JDPFu.com 2025

I realize reading my notes above that I didn’t provide much information.

The article is about corporate and government espionage by modifying hardware, drivers and software on computing equipment.

What it covers

• network drivers on cell phones being clandestinely changed with a cell network push. Probably to route all calls and data through government servers.
• key scrapping software being loaded on laptops when the person is in the shower or napping.
• hardware modifications being added to laptops to capture sensitive network information and forward it somewhere.

It also talks about never taking your own computing devices overseas. Take loaners that can be wiped when you return by the IT department.

Expect that if your devices have been out of your sight at all, then they are compromised.

Loading a keyboard logger requires less than 5 seconds of access on a running, non-encrypted PC. That will hack in, install the spy software, set it up to run and re-run at reboot, report any data back to the control servers. 5 seconds. That’s it. I’ve seen security professionals with tools that do this.

Expect that if you use any non-secure network, then all your traffic is being inspected. It is less clear as to whether a strong VPN connection would alleviate this risk or not. As long as DNS is not part of the VPN security and only private key are used, I’m not too concerned. Basically, if the client and server keys are only known between your client and server, not dependent on any 3rd party or DNS, I think you are secure. Always worry about HTTPS keys that don’t match what you’ve seen in your home country. DNS can be spoofed anywhere, but especially overseas and on hotel networks.

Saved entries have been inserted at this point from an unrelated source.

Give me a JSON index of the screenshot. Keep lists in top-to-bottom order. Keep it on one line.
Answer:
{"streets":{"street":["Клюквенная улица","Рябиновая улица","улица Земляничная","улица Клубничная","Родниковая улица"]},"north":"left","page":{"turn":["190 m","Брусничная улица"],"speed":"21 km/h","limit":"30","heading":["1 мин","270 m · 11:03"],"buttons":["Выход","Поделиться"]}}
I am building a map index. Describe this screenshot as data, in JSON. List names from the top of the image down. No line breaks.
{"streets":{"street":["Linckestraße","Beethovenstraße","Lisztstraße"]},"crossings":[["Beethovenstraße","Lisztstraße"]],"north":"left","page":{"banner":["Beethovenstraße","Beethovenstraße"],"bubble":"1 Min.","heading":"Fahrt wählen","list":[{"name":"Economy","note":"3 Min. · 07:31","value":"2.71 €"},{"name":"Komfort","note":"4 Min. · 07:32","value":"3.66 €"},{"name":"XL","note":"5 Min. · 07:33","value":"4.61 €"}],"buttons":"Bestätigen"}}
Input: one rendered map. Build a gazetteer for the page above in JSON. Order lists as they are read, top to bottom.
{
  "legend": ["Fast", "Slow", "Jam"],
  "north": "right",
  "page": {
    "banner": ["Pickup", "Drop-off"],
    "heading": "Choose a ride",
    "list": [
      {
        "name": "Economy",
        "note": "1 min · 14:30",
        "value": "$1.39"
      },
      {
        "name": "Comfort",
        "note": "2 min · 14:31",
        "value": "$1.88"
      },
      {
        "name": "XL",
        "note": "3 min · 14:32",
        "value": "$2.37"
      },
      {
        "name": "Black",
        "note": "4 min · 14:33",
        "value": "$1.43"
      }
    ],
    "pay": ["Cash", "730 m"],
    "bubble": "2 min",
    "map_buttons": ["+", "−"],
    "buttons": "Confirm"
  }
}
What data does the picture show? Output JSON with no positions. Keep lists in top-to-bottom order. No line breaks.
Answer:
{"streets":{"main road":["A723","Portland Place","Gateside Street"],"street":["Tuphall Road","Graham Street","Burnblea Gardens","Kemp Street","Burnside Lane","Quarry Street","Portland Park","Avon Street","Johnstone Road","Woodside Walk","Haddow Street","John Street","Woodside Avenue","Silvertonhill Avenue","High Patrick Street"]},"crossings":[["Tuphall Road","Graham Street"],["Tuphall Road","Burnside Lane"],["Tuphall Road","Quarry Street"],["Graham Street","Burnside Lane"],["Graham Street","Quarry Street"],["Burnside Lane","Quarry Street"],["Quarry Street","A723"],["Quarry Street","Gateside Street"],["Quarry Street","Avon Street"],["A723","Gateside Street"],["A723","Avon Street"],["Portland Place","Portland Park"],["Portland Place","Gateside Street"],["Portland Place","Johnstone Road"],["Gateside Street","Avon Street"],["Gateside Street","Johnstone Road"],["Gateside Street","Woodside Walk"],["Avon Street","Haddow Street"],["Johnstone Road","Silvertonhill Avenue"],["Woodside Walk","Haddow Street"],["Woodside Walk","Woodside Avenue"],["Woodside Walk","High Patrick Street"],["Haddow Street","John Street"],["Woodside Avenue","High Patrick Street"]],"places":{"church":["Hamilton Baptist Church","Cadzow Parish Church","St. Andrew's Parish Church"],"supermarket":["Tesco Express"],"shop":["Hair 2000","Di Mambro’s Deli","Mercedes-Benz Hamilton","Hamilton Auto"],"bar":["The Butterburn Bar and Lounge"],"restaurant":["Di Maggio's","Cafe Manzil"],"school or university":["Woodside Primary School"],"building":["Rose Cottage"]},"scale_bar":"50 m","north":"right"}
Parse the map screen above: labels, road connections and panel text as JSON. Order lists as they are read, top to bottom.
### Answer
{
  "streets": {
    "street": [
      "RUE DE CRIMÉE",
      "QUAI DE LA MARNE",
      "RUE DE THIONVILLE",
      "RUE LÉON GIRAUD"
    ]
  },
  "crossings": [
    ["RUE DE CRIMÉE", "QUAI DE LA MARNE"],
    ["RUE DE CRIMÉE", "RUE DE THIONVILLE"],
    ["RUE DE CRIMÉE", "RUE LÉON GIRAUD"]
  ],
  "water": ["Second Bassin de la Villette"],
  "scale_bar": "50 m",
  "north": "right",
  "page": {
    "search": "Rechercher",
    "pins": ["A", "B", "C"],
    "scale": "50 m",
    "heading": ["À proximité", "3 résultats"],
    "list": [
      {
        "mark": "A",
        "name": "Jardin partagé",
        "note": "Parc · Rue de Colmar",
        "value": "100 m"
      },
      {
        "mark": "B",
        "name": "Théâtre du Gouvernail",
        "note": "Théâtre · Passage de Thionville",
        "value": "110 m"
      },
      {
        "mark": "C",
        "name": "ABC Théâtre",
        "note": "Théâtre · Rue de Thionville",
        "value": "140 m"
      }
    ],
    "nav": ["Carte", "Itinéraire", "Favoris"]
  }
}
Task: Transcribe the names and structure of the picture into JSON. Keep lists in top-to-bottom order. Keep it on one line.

Personally, I think taking a Windows PC overseas is simply crazy. There are too many ways to compromise those systems AND there are probably millions of experts at doing it in the world. iOS and Linux systems can also be compromised, but the number of skilled crackers that can will be many orders of magnitude less.

My travel security techniques

1. Take the cheapest, lightest netbook, not a full laptop.
2. No Window or Apple operating systems; make it harder for the cracking experts.
3. Encrypted disks for the Linux OS – encrypted disks solve many security concerns.
4. No sensitive data taken on the system at all. Last trip, I formatted the machine 2 weeks prior, did a fresh OS install with new, different login passwords.
   1. Only program installed was an NX client – this is the remote desktop client that I prefer right now. It feels about 2x-4x more efficient than either VNC or RDP even over the ssh tunnel that it uses.
5. My desktop OS never leaves the private cloud where it normally runs. The netbook is a remote display device only. Email, web surfing, editing files, everything happens back in the USA, not overseas.
6. Remote access is through a key-based authenticated ssh connection, with a password check to login to a specific session. Not reliant on DNS. FreeNX is the server and NoMachine’s nx-client is the client. They make clients for most OSes, just not Android. sniff, sniff.
7. Only use the netbook to remote back and run all apps on the remote desktop. No local apps run on the netbook except to get a network connection and the nx-client. Never email, never web browsing, never any social apps.

So, there you have it. My travel computer security techniques. Last trip, I took a $20 unlocked dumb-phone and only borrowed a GSM-SIM card to make 1 call that trip.

What about Smartphones?

I’m torn about smartphone use overseas. If I had a strong VPN like OpenVPN or an IPSec VPN back to the private cloud and forced all data traffic through it, perhaps then I’d trust it. Remote wipe would be mandatory. Fully encrypted storage would be mandatory. A strong, complex, login to the device would be mandatory with automatic locking.

Even with all these techniques, I don’t know if I’m paranoid enough.